*DATASET ENTRIES*
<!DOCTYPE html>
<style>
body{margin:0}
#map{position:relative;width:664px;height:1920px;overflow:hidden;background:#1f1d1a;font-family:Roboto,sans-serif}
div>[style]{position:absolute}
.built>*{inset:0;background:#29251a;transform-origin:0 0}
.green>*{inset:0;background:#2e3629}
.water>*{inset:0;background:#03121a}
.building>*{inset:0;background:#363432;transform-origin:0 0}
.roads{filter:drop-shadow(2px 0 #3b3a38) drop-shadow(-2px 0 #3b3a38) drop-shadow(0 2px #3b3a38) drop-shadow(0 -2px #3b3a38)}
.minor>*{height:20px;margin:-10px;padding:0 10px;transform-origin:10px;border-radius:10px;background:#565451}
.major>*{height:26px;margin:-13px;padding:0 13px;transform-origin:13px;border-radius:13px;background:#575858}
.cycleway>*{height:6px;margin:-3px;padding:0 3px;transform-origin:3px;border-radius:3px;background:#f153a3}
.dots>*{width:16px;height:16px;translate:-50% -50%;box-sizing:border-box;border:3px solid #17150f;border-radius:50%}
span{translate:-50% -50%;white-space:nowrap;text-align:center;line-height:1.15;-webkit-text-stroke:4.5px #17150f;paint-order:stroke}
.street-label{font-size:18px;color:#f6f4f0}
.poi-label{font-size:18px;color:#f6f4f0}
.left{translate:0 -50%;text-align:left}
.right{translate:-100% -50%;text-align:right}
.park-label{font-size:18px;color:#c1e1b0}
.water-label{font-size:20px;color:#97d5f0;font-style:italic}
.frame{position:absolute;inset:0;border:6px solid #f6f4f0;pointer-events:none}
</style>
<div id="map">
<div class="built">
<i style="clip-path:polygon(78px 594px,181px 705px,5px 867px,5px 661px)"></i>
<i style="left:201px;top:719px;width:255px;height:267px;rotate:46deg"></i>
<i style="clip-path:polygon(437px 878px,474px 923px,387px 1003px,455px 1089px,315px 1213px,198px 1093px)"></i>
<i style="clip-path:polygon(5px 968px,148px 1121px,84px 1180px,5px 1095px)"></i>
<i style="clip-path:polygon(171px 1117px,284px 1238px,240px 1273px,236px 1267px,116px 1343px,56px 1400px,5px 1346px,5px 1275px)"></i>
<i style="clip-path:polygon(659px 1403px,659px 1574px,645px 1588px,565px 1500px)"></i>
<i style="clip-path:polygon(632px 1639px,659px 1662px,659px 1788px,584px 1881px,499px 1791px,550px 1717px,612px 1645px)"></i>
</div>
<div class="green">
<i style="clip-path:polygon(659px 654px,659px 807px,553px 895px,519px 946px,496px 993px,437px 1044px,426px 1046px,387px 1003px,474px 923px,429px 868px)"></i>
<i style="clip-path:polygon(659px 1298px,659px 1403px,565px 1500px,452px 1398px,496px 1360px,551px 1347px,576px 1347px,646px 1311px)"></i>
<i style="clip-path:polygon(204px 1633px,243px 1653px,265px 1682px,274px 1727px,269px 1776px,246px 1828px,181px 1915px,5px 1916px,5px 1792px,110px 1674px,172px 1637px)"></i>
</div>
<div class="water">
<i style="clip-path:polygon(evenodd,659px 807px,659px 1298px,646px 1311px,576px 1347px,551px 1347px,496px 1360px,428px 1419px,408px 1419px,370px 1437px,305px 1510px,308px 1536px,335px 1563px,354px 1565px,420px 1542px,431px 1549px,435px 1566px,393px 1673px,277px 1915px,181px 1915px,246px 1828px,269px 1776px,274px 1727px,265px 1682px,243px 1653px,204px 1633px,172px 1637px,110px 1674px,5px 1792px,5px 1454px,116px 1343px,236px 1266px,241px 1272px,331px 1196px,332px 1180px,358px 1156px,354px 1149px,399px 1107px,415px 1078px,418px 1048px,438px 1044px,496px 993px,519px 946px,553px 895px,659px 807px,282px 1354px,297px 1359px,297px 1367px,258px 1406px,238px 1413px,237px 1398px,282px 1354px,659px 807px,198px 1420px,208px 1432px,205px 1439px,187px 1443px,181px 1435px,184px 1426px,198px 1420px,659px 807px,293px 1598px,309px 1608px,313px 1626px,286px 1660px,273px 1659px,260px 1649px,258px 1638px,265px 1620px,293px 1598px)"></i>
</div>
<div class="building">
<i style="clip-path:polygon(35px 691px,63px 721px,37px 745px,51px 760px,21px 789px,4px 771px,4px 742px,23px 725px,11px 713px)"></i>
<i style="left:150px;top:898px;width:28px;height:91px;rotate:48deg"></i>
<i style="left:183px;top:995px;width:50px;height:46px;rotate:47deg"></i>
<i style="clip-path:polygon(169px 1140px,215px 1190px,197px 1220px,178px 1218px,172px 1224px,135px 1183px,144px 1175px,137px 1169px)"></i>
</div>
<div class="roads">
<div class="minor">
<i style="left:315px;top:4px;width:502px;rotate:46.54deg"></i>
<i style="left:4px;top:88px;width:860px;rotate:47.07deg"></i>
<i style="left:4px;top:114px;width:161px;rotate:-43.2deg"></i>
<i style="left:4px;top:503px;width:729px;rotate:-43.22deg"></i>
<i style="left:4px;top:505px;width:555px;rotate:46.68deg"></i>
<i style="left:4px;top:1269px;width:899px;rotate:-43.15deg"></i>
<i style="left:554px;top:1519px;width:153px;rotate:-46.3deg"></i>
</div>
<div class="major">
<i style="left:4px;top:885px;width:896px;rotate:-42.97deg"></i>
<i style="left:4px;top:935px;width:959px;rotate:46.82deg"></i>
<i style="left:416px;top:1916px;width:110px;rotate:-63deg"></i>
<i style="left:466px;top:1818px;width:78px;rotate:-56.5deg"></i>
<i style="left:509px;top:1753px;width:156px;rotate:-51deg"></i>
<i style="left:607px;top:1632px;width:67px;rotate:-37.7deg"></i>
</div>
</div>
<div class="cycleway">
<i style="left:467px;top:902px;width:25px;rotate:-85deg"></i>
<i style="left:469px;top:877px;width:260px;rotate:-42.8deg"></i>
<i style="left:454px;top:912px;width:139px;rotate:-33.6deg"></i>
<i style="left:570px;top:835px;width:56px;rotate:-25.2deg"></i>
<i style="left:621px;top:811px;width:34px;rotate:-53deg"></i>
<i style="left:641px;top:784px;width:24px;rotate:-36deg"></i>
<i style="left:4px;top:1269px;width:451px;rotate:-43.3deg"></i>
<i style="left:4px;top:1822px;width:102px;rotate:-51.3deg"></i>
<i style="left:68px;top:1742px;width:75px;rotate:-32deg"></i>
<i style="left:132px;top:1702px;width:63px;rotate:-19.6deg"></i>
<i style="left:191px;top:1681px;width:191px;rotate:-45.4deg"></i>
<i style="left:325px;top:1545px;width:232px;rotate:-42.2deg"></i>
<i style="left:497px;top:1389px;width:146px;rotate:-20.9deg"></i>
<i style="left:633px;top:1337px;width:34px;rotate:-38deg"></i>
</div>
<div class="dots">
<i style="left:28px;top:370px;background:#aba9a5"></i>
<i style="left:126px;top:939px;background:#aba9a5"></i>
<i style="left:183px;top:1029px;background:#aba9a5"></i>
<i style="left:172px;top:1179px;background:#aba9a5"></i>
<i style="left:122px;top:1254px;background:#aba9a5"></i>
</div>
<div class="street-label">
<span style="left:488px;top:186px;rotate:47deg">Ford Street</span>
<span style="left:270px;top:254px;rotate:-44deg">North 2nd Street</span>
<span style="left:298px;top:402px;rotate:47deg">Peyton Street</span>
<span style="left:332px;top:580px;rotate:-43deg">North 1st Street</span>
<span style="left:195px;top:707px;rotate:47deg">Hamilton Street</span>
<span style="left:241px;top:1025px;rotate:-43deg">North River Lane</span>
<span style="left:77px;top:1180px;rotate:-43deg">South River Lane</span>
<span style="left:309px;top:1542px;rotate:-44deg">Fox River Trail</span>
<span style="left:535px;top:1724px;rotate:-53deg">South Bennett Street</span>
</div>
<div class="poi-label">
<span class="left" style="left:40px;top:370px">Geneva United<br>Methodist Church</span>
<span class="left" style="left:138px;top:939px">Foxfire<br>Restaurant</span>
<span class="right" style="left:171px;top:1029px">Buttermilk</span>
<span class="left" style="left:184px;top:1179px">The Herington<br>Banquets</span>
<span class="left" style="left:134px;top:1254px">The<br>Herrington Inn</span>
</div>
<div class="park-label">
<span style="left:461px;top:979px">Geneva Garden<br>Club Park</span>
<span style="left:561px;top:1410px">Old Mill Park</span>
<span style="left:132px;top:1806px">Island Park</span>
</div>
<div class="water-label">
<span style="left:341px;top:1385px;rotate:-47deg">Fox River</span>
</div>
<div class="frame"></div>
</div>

*ASSIGNMENT*
Repeat the entries verbatim through the line with "0 #3b3a38) drop-shadow(-2px".

*TASK SOLUTION*
<!DOCTYPE html>
<style>
body{margin:0}
#map{position:relative;width:664px;height:1920px;overflow:hidden;background:#1f1d1a;font-family:Roboto,sans-serif}
div>[style]{position:absolute}
.built>*{inset:0;background:#29251a;transform-origin:0 0}
.green>*{inset:0;background:#2e3629}
.water>*{inset:0;background:#03121a}
.building>*{inset:0;background:#363432;transform-origin:0 0}
.roads{filter:drop-shadow(2px 0 #3b3a38) drop-shadow(-2px 0 #3b3a38) drop-shadow(0 2px #3b3a38) drop-shadow(0 -2px #3b3a38)}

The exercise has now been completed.